Asha is the Iskari - the death bringer, the destroyer, the dragon-fighter whose life is not peaches and sunshine. Actually, there are no peaches and sunshine is in short supply. As the Iskari, Asha cannot be touched, people fear her, and no one is to make eye contact.
Luckily, her BFF and cousin ignores these rules, when they are alone, so Asha isn't totally isolated.
BUT, Asha's job is to hunt dragons. Even though she is Iskari and is essentially an outcast, her father has helped her, trained her, molded her into a dragon hunter. She is fierce and amazing! Best of all, in defiance to her father, she calls them with STORIES. Brilliant.
Oh, and there is a boy. But he is a JERK. They are betrothed ... and they despise each other. But marrying the Iskari is a powerful move.

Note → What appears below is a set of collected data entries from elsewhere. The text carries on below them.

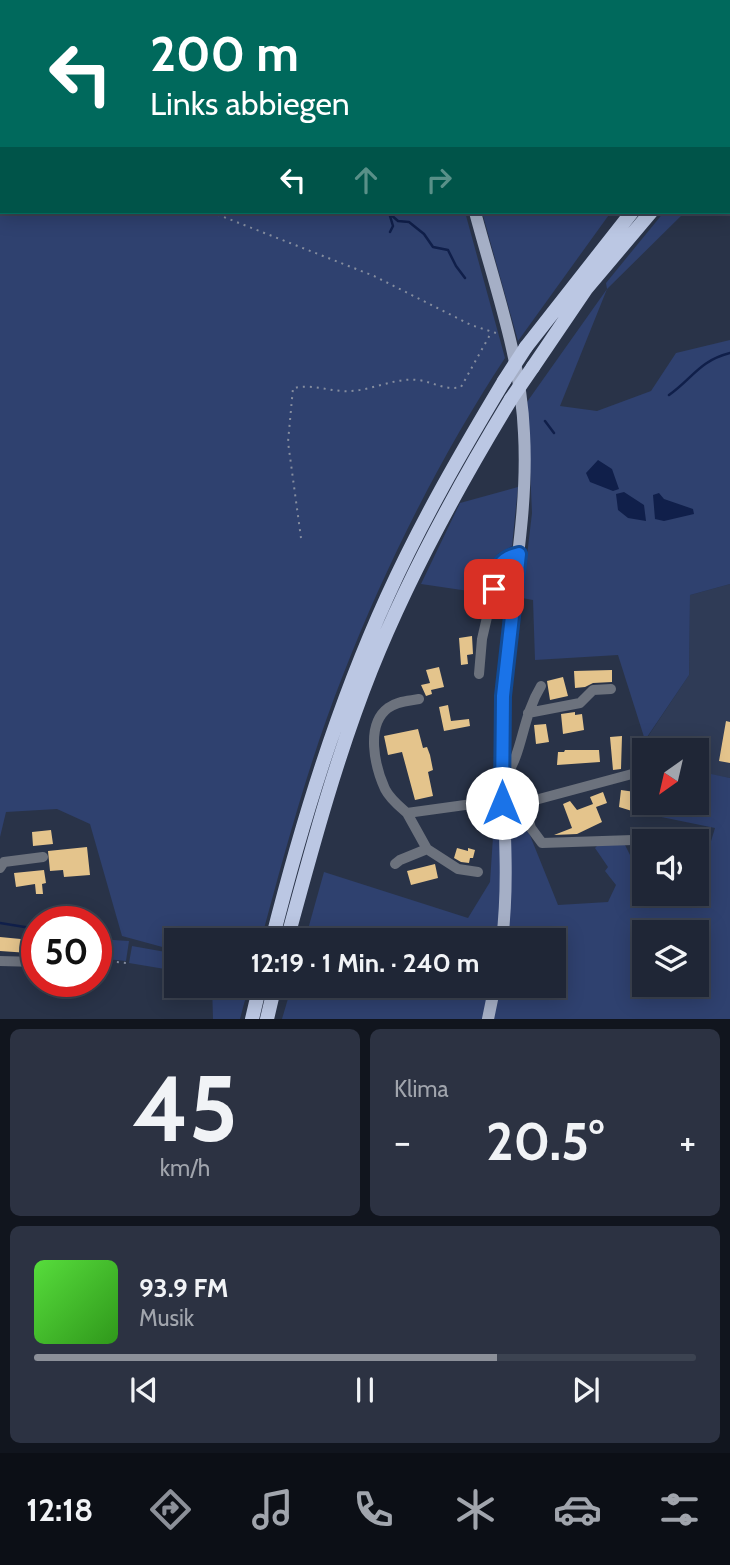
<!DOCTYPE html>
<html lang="de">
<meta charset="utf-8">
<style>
body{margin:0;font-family:Cabin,sans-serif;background:#2c3242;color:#f1f3f6;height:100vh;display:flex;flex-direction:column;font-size:26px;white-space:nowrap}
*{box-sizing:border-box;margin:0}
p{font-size:23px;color:#a1a5ad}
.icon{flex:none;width:38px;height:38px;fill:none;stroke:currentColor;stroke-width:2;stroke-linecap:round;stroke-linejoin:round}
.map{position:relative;height:1019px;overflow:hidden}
.details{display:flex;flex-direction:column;gap:10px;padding:10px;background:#11151e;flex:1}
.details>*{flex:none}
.hud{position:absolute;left:0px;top:0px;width:732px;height:214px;box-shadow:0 4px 18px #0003,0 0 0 2px #3c4351;background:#00695c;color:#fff;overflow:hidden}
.needle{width:46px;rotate:214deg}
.tools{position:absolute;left:632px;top:738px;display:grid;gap:14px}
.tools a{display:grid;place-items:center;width:77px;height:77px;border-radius:0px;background:#1f2636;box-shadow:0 4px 18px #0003,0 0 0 2px #3c4351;font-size:35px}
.speed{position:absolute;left:21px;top:906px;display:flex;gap:14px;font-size:35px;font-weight:700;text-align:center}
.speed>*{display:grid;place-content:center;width:91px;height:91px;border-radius:50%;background:#1f2636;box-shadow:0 4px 18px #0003,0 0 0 2px #3c4351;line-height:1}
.speed .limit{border:10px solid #d22;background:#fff;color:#111}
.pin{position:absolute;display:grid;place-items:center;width:60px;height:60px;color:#fff;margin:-30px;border-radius:14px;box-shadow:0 4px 10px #0006}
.me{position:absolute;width:77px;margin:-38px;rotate:0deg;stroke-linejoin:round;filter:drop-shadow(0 0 5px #0008)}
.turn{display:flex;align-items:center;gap:24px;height:147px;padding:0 35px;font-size:32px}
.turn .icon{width:91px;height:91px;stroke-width:2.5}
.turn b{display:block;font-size:49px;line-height:60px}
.lanes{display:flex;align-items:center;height:66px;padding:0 35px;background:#0003;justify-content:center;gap:35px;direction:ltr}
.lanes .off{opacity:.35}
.big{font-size:52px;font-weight:700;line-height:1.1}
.details .card{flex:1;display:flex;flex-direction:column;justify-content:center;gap:10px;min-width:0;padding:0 24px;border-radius:10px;background:#2c3242}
.details .dial{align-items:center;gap:0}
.dial b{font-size:91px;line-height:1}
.song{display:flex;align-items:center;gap:21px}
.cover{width:84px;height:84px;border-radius:10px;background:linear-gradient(135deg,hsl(110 70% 55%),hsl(110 70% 35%))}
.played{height:7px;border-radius:4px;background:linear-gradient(90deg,#8c9099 70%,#3c4351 70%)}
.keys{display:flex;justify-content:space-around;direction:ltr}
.heat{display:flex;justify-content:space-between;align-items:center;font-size:38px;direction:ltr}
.details .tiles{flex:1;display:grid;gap:10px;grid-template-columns:1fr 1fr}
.card:last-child{grid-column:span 2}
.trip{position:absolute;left:164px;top:928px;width:402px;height:70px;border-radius:0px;background:#1f2636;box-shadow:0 4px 18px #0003,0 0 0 2px #3c4351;font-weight:700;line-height:70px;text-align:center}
.tabs{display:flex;height:112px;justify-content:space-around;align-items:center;background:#0c0f16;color:#a1a5ad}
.tabs .icon{width:49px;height:49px}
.tabs .active{color:#8c9099}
.tabs b{font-size:32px;color:#f1f3f6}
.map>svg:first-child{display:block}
</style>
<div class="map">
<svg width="730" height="1019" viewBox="0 0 730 1019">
<rect width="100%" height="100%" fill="#293348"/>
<path fill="#2f3b56" d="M730 584V778L697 772 696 751H645V741L689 675 690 595Z"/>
<path fill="#2f416f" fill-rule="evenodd" d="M0 0 153 2H2V212H465L505 358C441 455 385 567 343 675 309 761 285 851 261 940H177V951L122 936 90 824 57 809 6 812 0 837Z
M455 0H730V89V2Z
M482 212H611L518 341Z
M664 212H685L607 289 560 406 597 411 651 391 676 353 730 340V584L690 595 689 675 645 740 618 655 535 660 533 600 522 598 532 513 527 402 607 289 606 283Z
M518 487 512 546 498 554 489 594 421 584 460 503Z
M644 763V803H696L697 771 730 778V1019H282L292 985H555V940H305L324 872 468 918 490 882 494 822 521 813 558 905 608 902 616 885 605 871 608 867 595 848 599 844 624 843 636 867 644 875V894H664L672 902 694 898 715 828 637 812ZM644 933H696V985H644Z
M96 939 129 941 126 961 96 958Z
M132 946 177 954V971L129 963Z
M212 985H249L240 1019H213Z"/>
<path fill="#101f4a" d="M598 460 612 469 619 489 613 491 590 482 586 473Z
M624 492 644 505 646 521 628 518 618 510 616 494Z
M659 493 664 499 693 509 694 514 664 521 655 519 653 495Z"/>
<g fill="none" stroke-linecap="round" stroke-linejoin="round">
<path stroke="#101f4a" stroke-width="2.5" d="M77 0 90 2
M119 0 121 2
M95 2 103 0
M379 212 390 214 398 221 409 222 424 234 433 247 448 250 456 266 465 278
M390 216 393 226 390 232
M669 395C693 378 699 361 730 353
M545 421 554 433
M0 923 37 929"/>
</g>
<path fill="#e4c48c" d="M472 636 473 654 467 655 468 664 461 665 459 638Z
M439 667 444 687 431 690 432 694 426 696 421 685 430 683 426 670Z
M612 670V682L593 683 585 687 575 688 574 671Z
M563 677 568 696 550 700 547 681Z
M448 705 451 721 469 719 470 726 444 731 439 707Z
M575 712V715L582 714 584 730 563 734 561 714Z
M726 721 730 722V763L719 761Z
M546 724 549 742 536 744 534 725Z
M418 729 423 748 427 747 430 755 433 770 428 772 433 796 415 800 402 752 388 755 384 736Z
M622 736 621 769 613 770 610 737Z
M565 750H599L600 762 557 765 558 752H564Z
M621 790 635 792 632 811 619 807Z
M603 792 607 803 596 807 602 822 577 834 554 835 572 828 563 804 570 801 577 810 593 804 590 797Z
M51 830 53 844 33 846 32 832Z
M87 847 90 875 64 877 63 870 50 871 48 851Z
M457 848 468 851V848L475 850 473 858H470L469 863 461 862 454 858Z
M435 864 438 878 411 885 407 871Z
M44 870 46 883 42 884 43 894H36L35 884 16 887 14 873Z
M0 937 31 940 37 942V949L30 948 29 953 0 951Z"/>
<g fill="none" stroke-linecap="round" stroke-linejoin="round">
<path stroke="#858d9f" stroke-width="2" stroke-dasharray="2 5" stroke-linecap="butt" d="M211 212 374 276 471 325 496 333
M301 538 288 442 293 388C311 384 325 390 342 391 368 393 393 377 418 380 434 382 445 391 461 387L491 333
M96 960 126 963"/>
<path stroke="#6c727d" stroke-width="10" d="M331 0 332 2
M479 674 482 639 499 565 506 556 519 554
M419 699C409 701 397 701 388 708 365 725 375 767 385 789 390 799 399 806 407 813L494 801 524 803 632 774
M528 713 580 703 593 690 611 689
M503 781C524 752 521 719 541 686
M524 803 531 828 542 843 633 840
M427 849 458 869 478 872
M395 864 400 860 427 849 407 813
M0 868 4 862 43 857
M0 961 37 962"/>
<path stroke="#a5afc6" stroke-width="12" d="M448 2V0
M475 212C494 284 521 358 524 433 529 522 507 608 503 697 498 777 512 859 502 940
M488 1019 495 985"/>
<path stroke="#bbc7e3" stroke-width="14" d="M526 347 632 212
M533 367 586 289 651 212
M272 940C302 822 337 707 387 597 421 522 462 451 504 381
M287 940C312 848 336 758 371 670 409 575 458 486 511 399
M252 1019 260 985
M267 1019 275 985"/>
<path stroke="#bbc7e3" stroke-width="14" d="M504 381 526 347
M511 399 533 367"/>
</g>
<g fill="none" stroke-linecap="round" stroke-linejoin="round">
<defs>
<path id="route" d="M494 589C498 569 497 559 519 554L503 696 502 803"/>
</defs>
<use href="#route" stroke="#114b97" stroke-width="18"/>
<use href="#route" stroke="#1a73e8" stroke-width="12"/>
</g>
</svg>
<div class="tools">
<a><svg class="needle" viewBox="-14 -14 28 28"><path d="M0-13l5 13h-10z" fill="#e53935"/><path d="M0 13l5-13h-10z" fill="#a1a5ad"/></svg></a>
<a><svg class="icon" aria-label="sound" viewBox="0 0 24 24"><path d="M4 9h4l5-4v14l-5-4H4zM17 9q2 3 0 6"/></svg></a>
<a><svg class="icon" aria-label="layers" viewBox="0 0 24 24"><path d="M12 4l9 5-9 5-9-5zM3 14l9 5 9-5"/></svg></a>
</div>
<div class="speed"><div class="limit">50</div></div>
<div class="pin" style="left:494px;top:589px;background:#d93025"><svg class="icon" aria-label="arrive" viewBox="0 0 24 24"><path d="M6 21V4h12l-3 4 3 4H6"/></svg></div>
<svg class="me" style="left:502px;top:803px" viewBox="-20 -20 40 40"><circle r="19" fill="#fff"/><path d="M0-13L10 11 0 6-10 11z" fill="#1a73e8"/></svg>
<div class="trip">12:19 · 1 Min. · 240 m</div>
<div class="hud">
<div class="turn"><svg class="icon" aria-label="left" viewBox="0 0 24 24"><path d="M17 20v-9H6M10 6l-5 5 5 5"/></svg><div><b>200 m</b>Links abbiegen</div></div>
<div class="lanes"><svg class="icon" aria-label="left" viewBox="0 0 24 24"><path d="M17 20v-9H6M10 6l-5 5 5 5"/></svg><svg class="icon off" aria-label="ahead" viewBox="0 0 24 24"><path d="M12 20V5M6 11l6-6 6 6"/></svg><svg class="icon off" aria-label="right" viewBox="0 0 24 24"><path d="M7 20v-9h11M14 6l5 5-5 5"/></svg></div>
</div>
</div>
<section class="details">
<div class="tiles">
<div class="card dial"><b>45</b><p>km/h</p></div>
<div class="card"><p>Klima</p>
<div class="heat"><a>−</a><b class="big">20.5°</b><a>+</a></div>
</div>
<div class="card">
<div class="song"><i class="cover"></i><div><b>93.9 FM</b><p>Musik</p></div></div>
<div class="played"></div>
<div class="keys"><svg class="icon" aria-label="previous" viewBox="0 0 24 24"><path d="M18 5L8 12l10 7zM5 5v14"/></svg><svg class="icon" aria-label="pause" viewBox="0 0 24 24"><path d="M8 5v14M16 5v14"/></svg><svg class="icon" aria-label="next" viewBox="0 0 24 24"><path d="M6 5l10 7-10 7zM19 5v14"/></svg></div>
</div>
</div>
</section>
<nav class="tabs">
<b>12:18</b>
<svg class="icon active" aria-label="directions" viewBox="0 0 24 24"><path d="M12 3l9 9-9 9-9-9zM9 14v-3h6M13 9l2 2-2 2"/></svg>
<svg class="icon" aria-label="music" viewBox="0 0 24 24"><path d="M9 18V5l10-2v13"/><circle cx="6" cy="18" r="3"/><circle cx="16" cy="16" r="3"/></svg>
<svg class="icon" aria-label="phone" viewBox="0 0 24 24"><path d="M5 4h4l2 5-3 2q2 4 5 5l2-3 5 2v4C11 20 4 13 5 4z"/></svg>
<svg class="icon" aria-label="climate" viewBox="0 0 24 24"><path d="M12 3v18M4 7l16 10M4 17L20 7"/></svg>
<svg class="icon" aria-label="car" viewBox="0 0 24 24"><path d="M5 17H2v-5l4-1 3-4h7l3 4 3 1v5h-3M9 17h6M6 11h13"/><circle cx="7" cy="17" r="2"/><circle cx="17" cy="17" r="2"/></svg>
<svg class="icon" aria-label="filters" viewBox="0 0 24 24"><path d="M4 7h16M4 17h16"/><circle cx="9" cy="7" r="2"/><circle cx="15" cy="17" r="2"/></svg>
</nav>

However, there is another boy, a slave, the slave of her betrothed (sheesh, I cannot remember his name, I should take notes). He thinks the rules and his place are nonsense. He makes eye contact, he touches her ... he even helps her as she starts to pass out. Only it was in front of a bunch of people. And now he is going to be put to death.
The plot is pretty dense in this story, which is awesome. There is the storyline of the dragon killings. The "old one" whom I'm fairly certain is their version of god who gifts Asha with amazing things and helps her learn where her father has lied. She is engaged to a super jerk, and is falling in love with his slave. Plus the slaves are revolting, the country is changing, and that is all undercurrent.
So, A+ on plot. The world building was pretty good too. There was enough history to help me be not totally confused. Sometimes when listening I tune out on the important history bits, but I like how these were presented, giving me a full look at the story.
However, you know how characters are my favorite part of a story? Well, that's where this book falls flat. That is why I'm giving it three stars instead of four. Really, it is a four star story. I mean, Asha calls dragons with STORIES. What is not to love? Well, the characters were a little flat for me.
Asha is awesome, we learn a lot about her, but the other characters all rotate only around her. Dax is one of the few exceptions to this, but we know almost nothing about him. There are like two secondary characters and, again, we only see them in glimpses as they relate to Asha. Torwin, our love interest, is possibly the character we know the most about, but it is because we are learning about him as Asha is.
Sigh. Character development. I'd read books that were ONLY about character development.
In the end it was a good story, full of dragons and excitement. If characters aren't a hangup for you, you'll probably love this.